Foto: Ricardo Stuckert/PR
Heba Ayyad*
No dia 26 deste mês, há exatamente oitenta anos, cinquenta países assinaram a Carta das Nações Unidas em São Francisco, EUA. O documento entrou em vigor quatro meses depois, inaugurando uma nova era nas relações internacionais, baseada no primado do direito internacional, na igualdade entre os Estados, na resolução pacífica de disputas e no compromisso de cada país em respeitar, acatar e implementar as decisões da organização.
Para marcar a ocasião, foi realizada uma exposição de arte na sede da ONU, intitulada “Revivendo o Espírito de São Francisco”, com a exibição da cópia original da Carta e as assinaturas dos Estados fundadores.

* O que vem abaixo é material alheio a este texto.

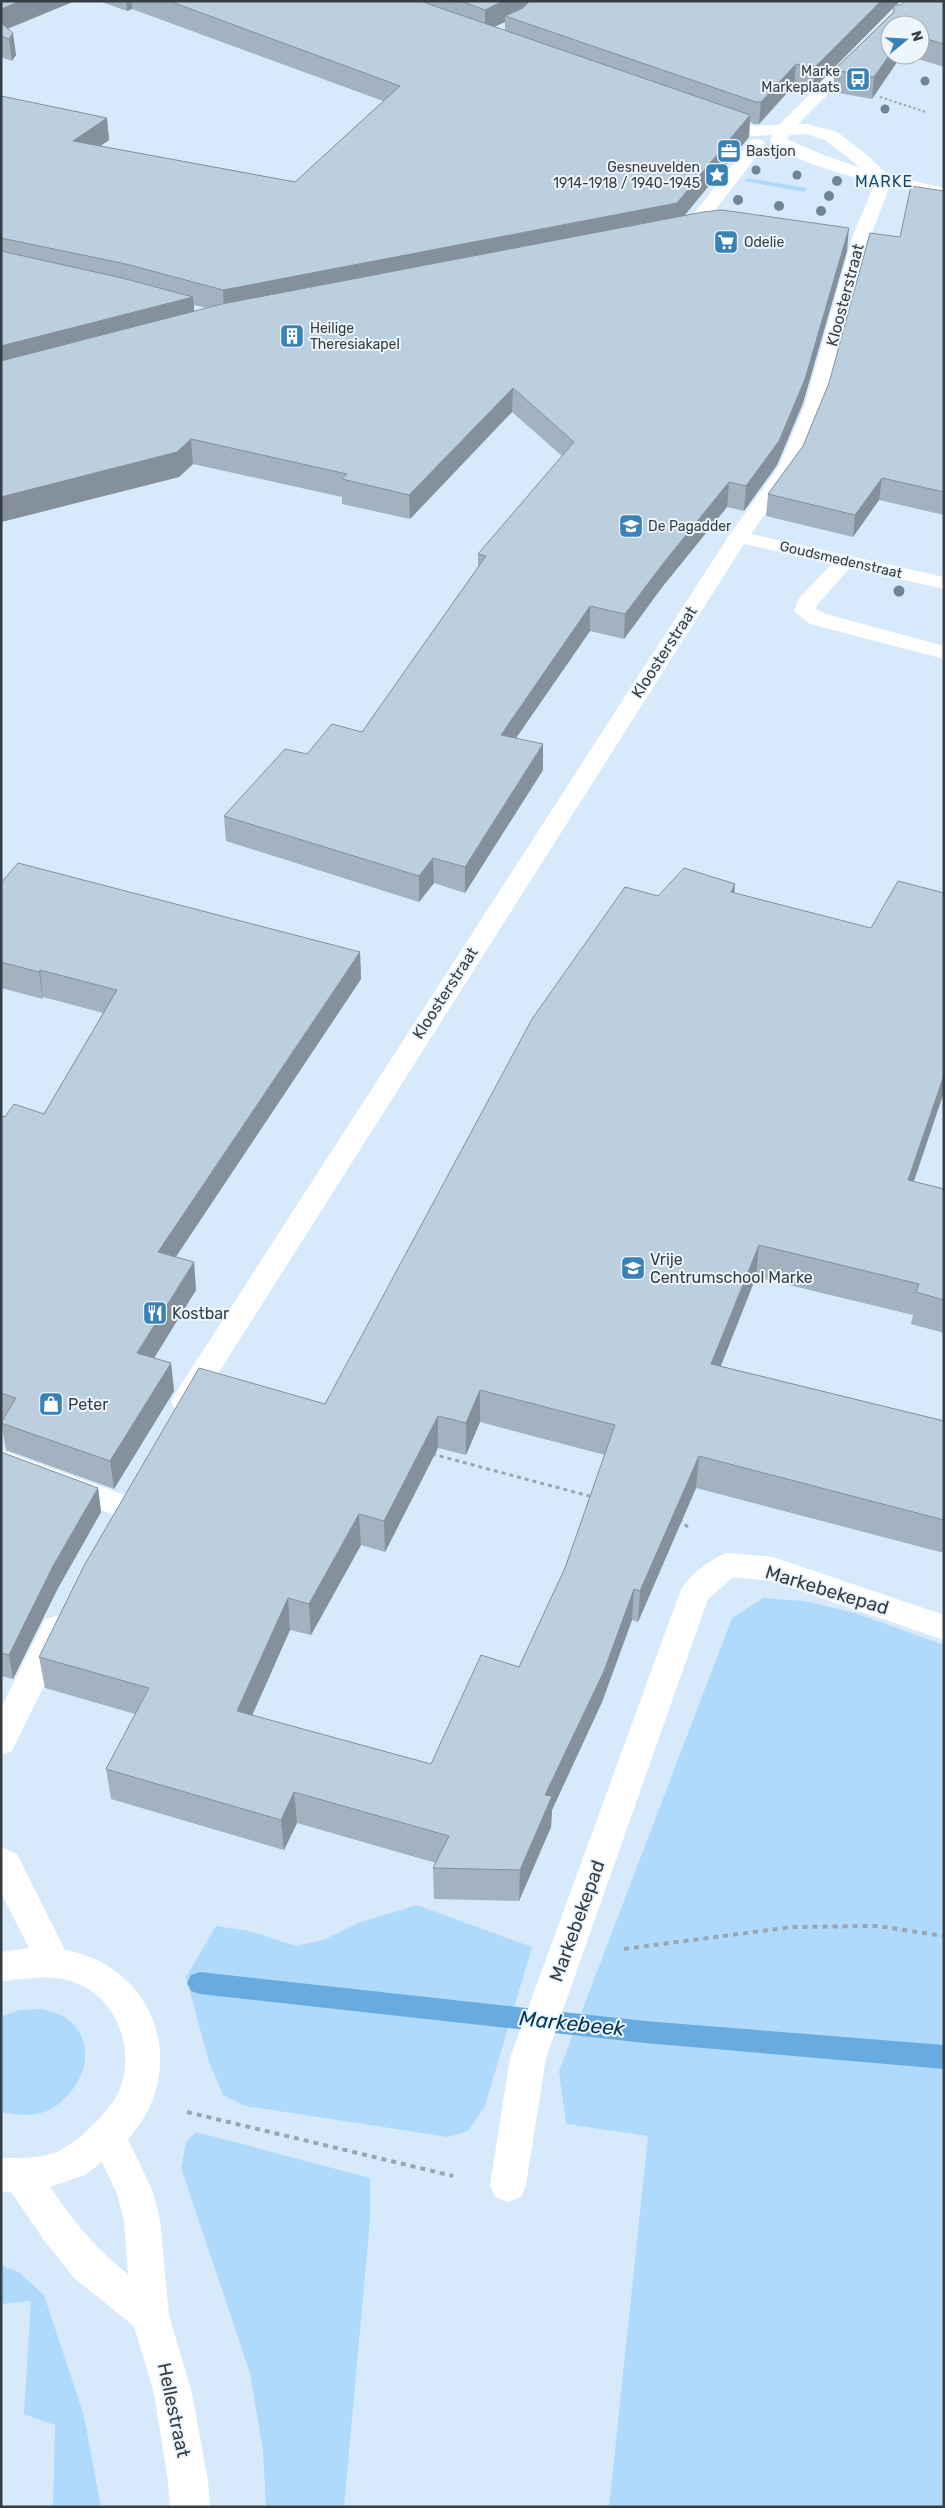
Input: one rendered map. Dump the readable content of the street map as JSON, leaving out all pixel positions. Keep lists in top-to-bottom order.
{
  "streets": {
    "street": [
      "Kloosterstraat",
      "Goudsmedenstraat",
      "Markebekepad",
      "Hellestraat"
    ]
  },
  "crossings": [
    ["Kloosterstraat", "Goudsmedenstraat"]
  ],
  "districts": ["MARKE"],
  "water": ["Markebeek"],
  "places": {
    "bus stop": ["Marke Markeplaats"],
    "office": ["Bastjon"],
    "place": ["Gesneuvelden 1914-1918 / 1940-1945"],
    "supermarket": ["Odelie"],
    "building": ["Heilige Theresiakapel"],
    "school or university": ["De Pagadder", "Vrije Centrumschool Marke"],
    "restaurant": ["Kostbar"],
    "shop": ["Peter"]
  },
  "north": "right"
}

Não há dúvida de que, após vivenciar duas guerras mundiais e o fracasso da Liga das Nações, o mundo precisava de uma organização internacional que trabalhasse para “salvar as gerações futuras do flagelo da guerra, que por duas vezes em nossas vidas trouxe sofrimento indizível à humanidade”. Essa era a esperança, a visão e a determinação.
No entanto, os acontecimentos não se desenrolaram como os fundadores esperavam. O mundo logo entrou na chamada Guerra Fria; conflitos entre Estados — ou entre grupos de Estados — retornaram, e surgiram novos desafios que não estavam claramente definidos na época da assinatura da Carta. Esses desafios transcontinentais não podem ser enfrentados por nenhum Estado — ou grupo de Estados — de forma isolada. Entre eles, destacam-se as mudanças climáticas, a pobreza extrema, os desastres naturais, o crime transnacional, o tráfico de drogas, o terrorismo, as armas de destruição em massa, a corrida armamentista, a militarização do espaço sideral, o cibercrime e, por fim, os perigos da inteligência artificial.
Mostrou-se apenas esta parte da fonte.